- Died: after 671
- Venerated in: Eastern Orthodox Church; Catholic Church; Anglicanism;
- Canonized: Pre-Congregation
- Feast: 17 August or 11 October

= James the Deacon =

7th- and 8th-century missionary to Britain and saint

James the Deacon (Note: Iacomus Diaconus) (died after 671) was a Roman deacon who accompanied Paulinus of York on his mission to Northumbria. He was a member of the Gregorian mission, which went to England to Christianise the Anglo-Saxons from their native Anglo-Saxon paganism. However, when he arrived in England is unknown. After Paulinus left Northumbria, James stayed near Lincoln and continued his missionary efforts, dying sometime after 671, according to the medieval chronicler Bede.

==Life==

James was presumably an Italian, like the other members of the Gregorian mission. The dates of his birth and his arrival in Britain are unknown. He went with Paulinus to Northumbria accompanying Æthelburh, sister of King Eadbald of Kent, who went to Northumbria to marry King Edwin. Traditionally, this event is dated to 625, but the historian D. P. Kirby argues that the mission to Northumbria probably happened before 619.
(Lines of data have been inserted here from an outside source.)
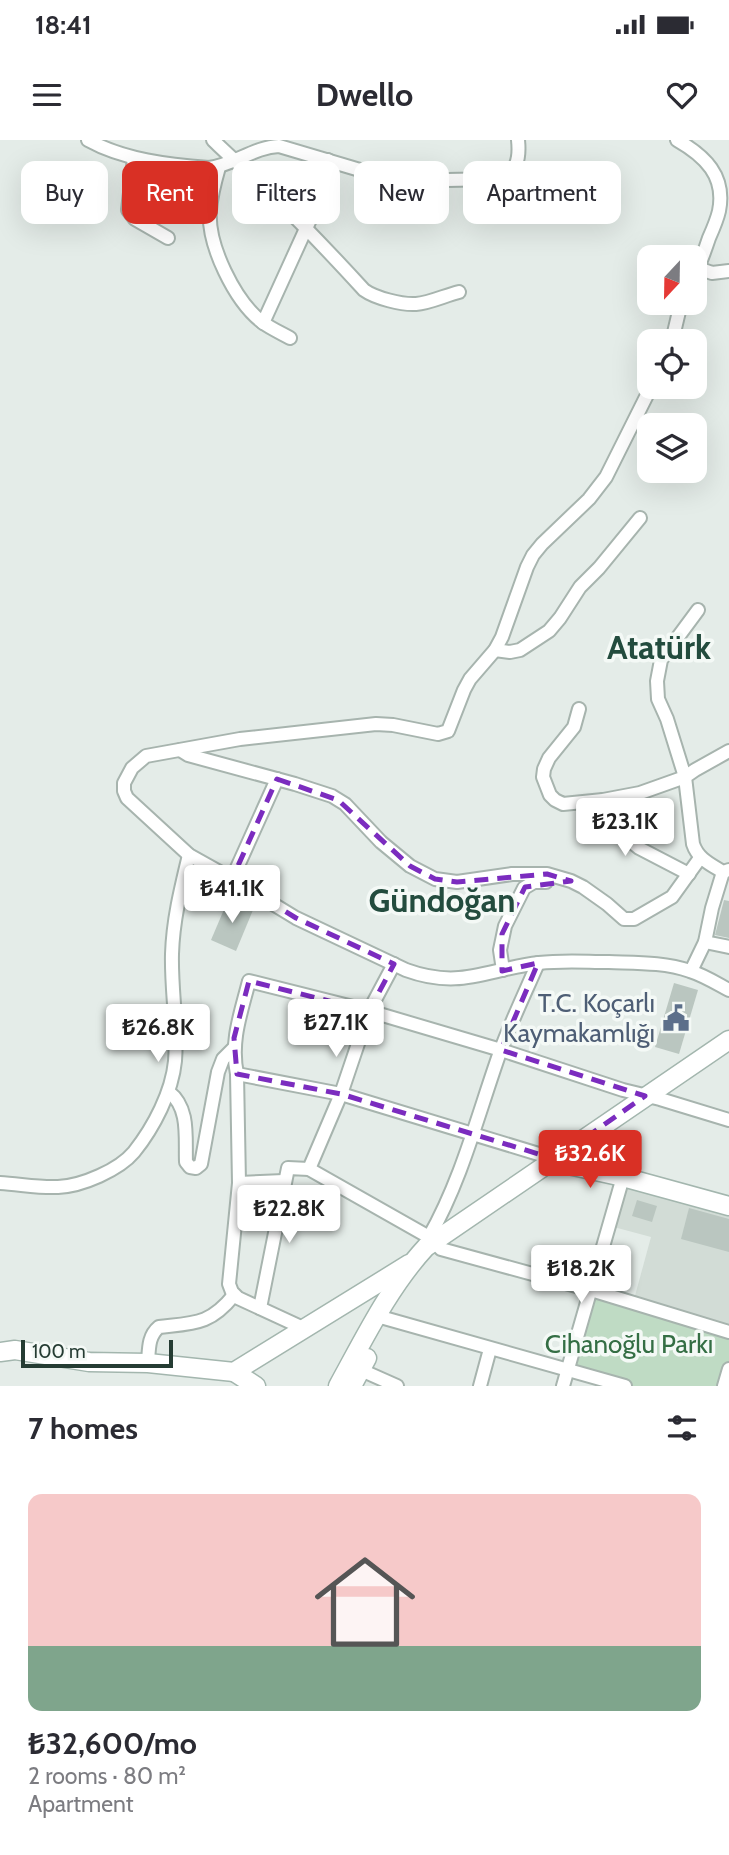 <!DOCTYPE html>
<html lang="en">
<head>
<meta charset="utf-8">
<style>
  :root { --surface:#fff; --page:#f2f2f3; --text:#2b2b33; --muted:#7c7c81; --line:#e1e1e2; --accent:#d93025 }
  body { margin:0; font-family:Cabin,sans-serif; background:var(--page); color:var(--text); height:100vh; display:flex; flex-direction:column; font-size:26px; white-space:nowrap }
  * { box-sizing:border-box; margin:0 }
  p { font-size:23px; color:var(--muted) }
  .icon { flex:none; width:38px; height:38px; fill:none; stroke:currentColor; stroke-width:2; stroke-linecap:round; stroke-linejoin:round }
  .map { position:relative; height:1246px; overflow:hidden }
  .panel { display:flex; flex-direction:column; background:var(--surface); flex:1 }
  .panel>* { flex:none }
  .banner { position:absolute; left:21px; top:21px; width:688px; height:63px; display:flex; gap:14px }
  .needle { width:46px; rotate:202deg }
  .tools { position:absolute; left:637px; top:105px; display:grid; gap:14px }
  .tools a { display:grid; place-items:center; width:70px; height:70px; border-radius:14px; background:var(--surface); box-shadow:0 7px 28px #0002; font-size:35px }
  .scale { position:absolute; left:21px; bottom:18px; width:152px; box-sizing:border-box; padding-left:7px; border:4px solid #253c33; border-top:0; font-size:19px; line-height:24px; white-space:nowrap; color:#253c33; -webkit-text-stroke:5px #f4f9f6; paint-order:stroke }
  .price { position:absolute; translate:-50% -60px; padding:0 16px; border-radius:7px; background:#fff; color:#222; font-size:23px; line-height:46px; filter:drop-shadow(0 2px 4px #0008) }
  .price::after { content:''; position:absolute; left:50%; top:42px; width:21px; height:16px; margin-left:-10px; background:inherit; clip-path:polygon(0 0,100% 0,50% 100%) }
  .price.selected { background:var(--accent); color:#fff }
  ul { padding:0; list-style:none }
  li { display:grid; align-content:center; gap:14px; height:371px; padding:0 28px }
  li+li { border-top:2px solid var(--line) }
  li span { display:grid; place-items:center; height:217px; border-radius:14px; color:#555 }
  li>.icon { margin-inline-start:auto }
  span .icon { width:126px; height:126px; fill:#fffc; stroke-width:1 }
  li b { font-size:30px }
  h2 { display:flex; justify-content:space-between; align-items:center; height:84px; padding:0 28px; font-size:30px }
  .chip { padding:0 24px; border-radius:14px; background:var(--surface); box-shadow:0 7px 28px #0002; font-size:24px; line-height:63px }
  .chip.selected { background:var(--accent); color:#fff }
  .status { display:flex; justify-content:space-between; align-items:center; height:49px; padding:0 35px; background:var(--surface); direction:ltr }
  .status svg { height:19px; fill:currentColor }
  header { display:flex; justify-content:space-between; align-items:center; height:91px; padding:0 28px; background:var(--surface); font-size:32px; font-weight:700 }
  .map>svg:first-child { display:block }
  .built { fill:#d2dcd6 }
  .green { fill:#bfdbc4 }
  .building { fill:#bac6c0 }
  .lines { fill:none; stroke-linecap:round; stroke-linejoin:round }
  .minor-casing { stroke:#a7b4ae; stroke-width:16 }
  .secondary-casing { stroke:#a3b6ae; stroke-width:21 }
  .minor { stroke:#fff; stroke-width:12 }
  .secondary { stroke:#fff; stroke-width:18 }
  .marked { fill:none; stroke:#7b2cbf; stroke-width:5; stroke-dasharray:14 9; stroke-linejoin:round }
  .labels { text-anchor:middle; stroke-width:7; stroke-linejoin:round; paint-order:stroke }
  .service-label { font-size:26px; fill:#4e5e75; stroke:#f4f9f6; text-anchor:end }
  .park-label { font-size:26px; fill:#346e44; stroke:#f4f9f6 }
  .district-label { font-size:33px; font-weight:bold; fill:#234c3e; stroke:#f4f9f6 }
</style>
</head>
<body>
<div class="status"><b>18:41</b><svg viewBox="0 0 49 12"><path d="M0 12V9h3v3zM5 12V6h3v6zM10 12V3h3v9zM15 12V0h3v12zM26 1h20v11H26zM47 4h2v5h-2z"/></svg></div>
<header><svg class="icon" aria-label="menu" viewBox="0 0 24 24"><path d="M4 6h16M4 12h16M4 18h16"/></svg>Dwello<svg class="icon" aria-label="heart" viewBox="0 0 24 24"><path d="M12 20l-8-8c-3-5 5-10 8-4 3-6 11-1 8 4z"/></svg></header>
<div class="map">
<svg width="729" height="1246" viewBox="0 0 729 1246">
  <rect width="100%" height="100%" fill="#e4ece8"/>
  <path class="built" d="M 623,1037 L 729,1066 L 729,1192 L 633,1163 L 651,1097 L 610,1086 Z"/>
  <path class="green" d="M 591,1150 L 729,1192 L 729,1229 L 724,1246 L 625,1246 L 568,1229 Z"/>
  <g class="building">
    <path d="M 228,760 L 253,770 L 236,811 L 211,800 Z"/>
    <path d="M 724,760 L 729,761 L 729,798 L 715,795 Z"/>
    <path d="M 674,843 L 698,850 L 679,914 L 655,907 Z"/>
    <path d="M 637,1060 L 657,1066 L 652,1082 L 632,1076 Z"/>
    <path d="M 689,1068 L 729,1079 L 729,1112 L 681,1099 Z"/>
  </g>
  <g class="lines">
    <defs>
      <g id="minor">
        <path d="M 88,0 C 124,20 169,25 209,28 C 234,25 254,7 279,6 L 397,41 L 497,39 C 517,34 520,19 518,0"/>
        <path d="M 213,0 C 230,17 248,32 265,48 C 300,81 332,115 364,150 C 375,158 402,165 416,164 C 430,163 446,155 459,152"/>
        <path d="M 677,0 C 705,16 726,36 719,71 C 717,80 713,89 709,98 C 705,110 701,122 695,134"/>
        <path d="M 134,18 L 128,70 L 135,79 L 168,98"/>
        <path d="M 219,27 C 215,41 211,56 210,70 C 207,105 235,161 262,182 C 270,188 281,193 290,198"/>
        <path d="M 698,128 L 712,133 L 729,131"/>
        <path d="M 263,183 L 314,71 L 328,20"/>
        <path d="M 672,201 L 681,163"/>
        <path d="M 651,247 L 606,337 L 589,359 L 542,404 L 533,415 L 527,427 L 502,497 L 495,510 L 470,539 L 464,550 L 448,591 L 438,594 L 393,585 L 376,584 L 240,599 L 146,616 L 132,628 L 124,643 L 124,651 L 127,658 L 189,715 L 232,739 L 296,778 L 406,830 C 461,850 487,829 539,823 C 562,820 586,822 609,822 C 636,823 664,822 690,831 C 703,835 716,843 729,850"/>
        <path d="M 495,510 L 510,512 L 520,510 L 549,491 L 560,478 L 580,447 L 599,428 L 640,378"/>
        <path d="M 579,569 L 574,587 L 549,618 L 544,629 L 543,637 L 550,655 L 555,660 L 563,664 L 603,660 L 640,653 L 685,637 L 667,579 L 658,559 L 657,541 L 661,520 L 698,470"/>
        <path d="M 180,610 L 188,615 L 295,644 L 332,656 L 345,664 L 381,702 L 410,726 L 435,739 L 457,742 L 512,734 L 547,734 L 571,741 L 583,747 L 607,764 L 624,779 L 634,779 L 672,757 L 700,718"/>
        <path d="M 729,611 L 695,630 L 685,637 L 693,704 C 698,719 710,724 723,732 L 729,730"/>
        <path d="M 603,660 C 611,680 622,695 639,708 L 689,734"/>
        <path d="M 232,739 L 277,639"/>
        <path d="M 705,802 L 729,807"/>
        <path d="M 503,830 L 500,810 L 505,786 L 524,748 L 534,742 L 546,742"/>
        <path d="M 691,831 L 705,802 L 712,768 L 723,732"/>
        <path d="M 237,934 L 341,954 L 555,1019"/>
        <path d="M 169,952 C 190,968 185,998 186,1022 L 190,1027 L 196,1028 L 201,1024 L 218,932 L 223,919 L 234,908"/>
        <path d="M 309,1029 L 341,954 L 369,871 L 394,824"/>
        <path d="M 0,1043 C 19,1044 39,1048 58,1047 C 82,1046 119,1030 134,1012 C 154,987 172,952 175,921 C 178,885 171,850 172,814 C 173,780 181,748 189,715"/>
        <path d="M 239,1043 L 284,1041"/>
        <path d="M 429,1097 C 462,1039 478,974 500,912 C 511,882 525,853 538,823"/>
        <path d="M 260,1168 L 288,1028 L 309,1029 L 429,1097 L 441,1109 L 591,1150 L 729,1192"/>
        <path d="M 377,1176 L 625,1246"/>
        <path d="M 303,1188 L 238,1158 L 232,1152 L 229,1144 L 239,1043 L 237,934 C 230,901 241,873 249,841 L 369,871 L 501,910 L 623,950 L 660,959 L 729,980"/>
        <path d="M 148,1223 C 149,1209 148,1196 159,1187 C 194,1183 210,1185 234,1155"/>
        <path d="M 361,1230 L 397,1246"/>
        <path d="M 480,1246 L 490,1209"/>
        <path d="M 563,1246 L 623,1037"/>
        <path d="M 724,1246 L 729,1229"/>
      </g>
      <g id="secondary">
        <path d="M 555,1019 L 564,1024 L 623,1037 L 729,1066"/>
        <path d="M 0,1212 L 15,1210 L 89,1222 L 148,1223 L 234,1232 L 409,1124"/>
        <path d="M 234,1232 L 256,1246"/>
        <path d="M 338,1246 C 364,1199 389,1147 426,1107 L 729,900"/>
        <path d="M 352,1246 L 367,1218"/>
      </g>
    </defs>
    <use href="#minor" class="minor-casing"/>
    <use href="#secondary" class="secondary-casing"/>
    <use href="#minor" class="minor"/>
    <use href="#secondary" class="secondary"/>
  </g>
  <path class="marked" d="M 277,639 L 338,660 L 410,726 L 435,739 L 457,742 L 547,734 L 571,741 L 525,747 L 502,794 L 502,831 L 538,823 L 501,910 L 645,956 L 555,1019 L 341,954 L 237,934 L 234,898 L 249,841 L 369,871 L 394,824 L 296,778 L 232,739 Z"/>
  <defs>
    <symbol id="civic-bare" viewBox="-9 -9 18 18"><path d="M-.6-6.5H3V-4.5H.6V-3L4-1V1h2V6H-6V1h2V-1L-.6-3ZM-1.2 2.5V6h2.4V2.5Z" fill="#5c6f8a" stroke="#f4f9f6" stroke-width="2.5" paint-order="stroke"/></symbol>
  </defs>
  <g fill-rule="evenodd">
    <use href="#civic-bare" x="657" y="859" width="38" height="38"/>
  </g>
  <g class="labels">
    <g class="service-label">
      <text x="655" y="872">T.C. Koçarlı<tspan x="655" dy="30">Kaymakamlığı</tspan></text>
    </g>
    <g class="park-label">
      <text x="629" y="1213">Cihanoğlu Parkı</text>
    </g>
    <g class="district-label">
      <text x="659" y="519">Atatürk</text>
      <text x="442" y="772">Gündoğan</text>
    </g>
  </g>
</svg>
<div class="tools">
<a><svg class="needle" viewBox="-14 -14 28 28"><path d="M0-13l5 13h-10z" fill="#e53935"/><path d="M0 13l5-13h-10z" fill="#7c7c81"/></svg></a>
<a><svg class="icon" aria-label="locate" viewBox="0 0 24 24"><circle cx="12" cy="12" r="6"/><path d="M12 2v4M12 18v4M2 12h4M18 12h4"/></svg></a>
<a><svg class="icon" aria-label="layers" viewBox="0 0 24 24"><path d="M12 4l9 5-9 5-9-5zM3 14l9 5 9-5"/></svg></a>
</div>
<div class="scale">100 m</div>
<b class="price" style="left:625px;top:718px">₺23.1K</b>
<b class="price" style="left:232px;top:785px">₺41.1K</b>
<b class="price" style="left:336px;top:919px">₺27.1K</b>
<b class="price" style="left:158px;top:924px">₺26.8K</b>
<b class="price selected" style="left:590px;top:1050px">₺32.6K</b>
<b class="price" style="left:289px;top:1105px">₺22.8K</b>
<b class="price" style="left:581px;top:1165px">₺18.2K</b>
<div class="banner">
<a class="chip">Buy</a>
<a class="chip selected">Rent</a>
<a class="chip">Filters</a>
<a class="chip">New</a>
<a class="chip">Apartment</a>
</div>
</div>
<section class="panel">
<h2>7 homes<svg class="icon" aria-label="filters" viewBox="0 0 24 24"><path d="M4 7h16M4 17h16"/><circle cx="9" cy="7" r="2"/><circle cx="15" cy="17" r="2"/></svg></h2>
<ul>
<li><span style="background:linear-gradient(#f6c9c9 70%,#7fa58c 0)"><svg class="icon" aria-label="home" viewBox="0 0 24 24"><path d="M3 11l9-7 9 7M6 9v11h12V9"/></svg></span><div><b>₺32,600/mo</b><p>2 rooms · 80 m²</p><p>Apartment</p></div></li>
</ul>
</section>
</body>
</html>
Edwin died in battle at Hatfield fighting against Penda of Mercia and Caedwalla in 633. Edwin had been the main supporter of Paulinus' mission, and with his death, a pagan backlash set in. Paulinus fled to Kent, along with Æthelburg and Edwin and Æthelburg's daughter Eanflæd. James, however, remained behind in Northumbria and continued missionary efforts. James' efforts were centred in Lincoln, at a church that Paulinus had built there, the remains of which may lie under the church of St. Paul-in-the-Bail. This was in the dependent kingdom of Lindsey, where Paulinus had preached before Edwin's death, and it was reconquered by one of Edwin's successors, Oswald of Northumbria in the 640s.

Bede writes that James lived in a village near Catterick, which "bears his name to this day". He reports that James undertook missionary work in the area and lived to a great age. During the reign of King Oswiu of Northumbria, James attended the royal court, for he celebrated Easter with Oswiu's queen, Eanflæd, Edwin's daughter. James and Eanflæd celebrated Easter on the date used by the Roman church, which led to conflicts with Oswiu, who celebrated Easter on the date calculated by the Irish church. These dates did not always agree and were one of the reasons that Oswiu called the Synod of Whitby in 664 to decide which system of Easter calculation his kingdom would use.

According to Bede's account of events, James was present at the Synod of Whitby. (Note: Eddius Stephanus' Life of Wilfred does not mention James in his account of the synod.) Bede states that after the synod, and the return of Roman customs, James, as a trained singing master in the Roman and Kentish style, taught many people plainsong or Gregorian chant in the Roman manner.

James' date of death is unknown, but Bede implies that he was still alive during Bede's lifetime, meaning he died after Bede's birth, around 671 or 672. This would mean he was at least 70 years old at his death. It has been suggested that James was Bede's informant for the life of Edwin, the works of Paulinus, and perhaps the Synod of Whitby. The historian Frank Stenton calls James "the one heroic figure in the Roman mission". This reflects the fact that many of the Gregorian missionaries had a habit of fleeing when things went wrong.

After his death, James was venerated as a saint. His feast day is 17 August (Catholic General Roman Calendar) or 11 October (Church of England).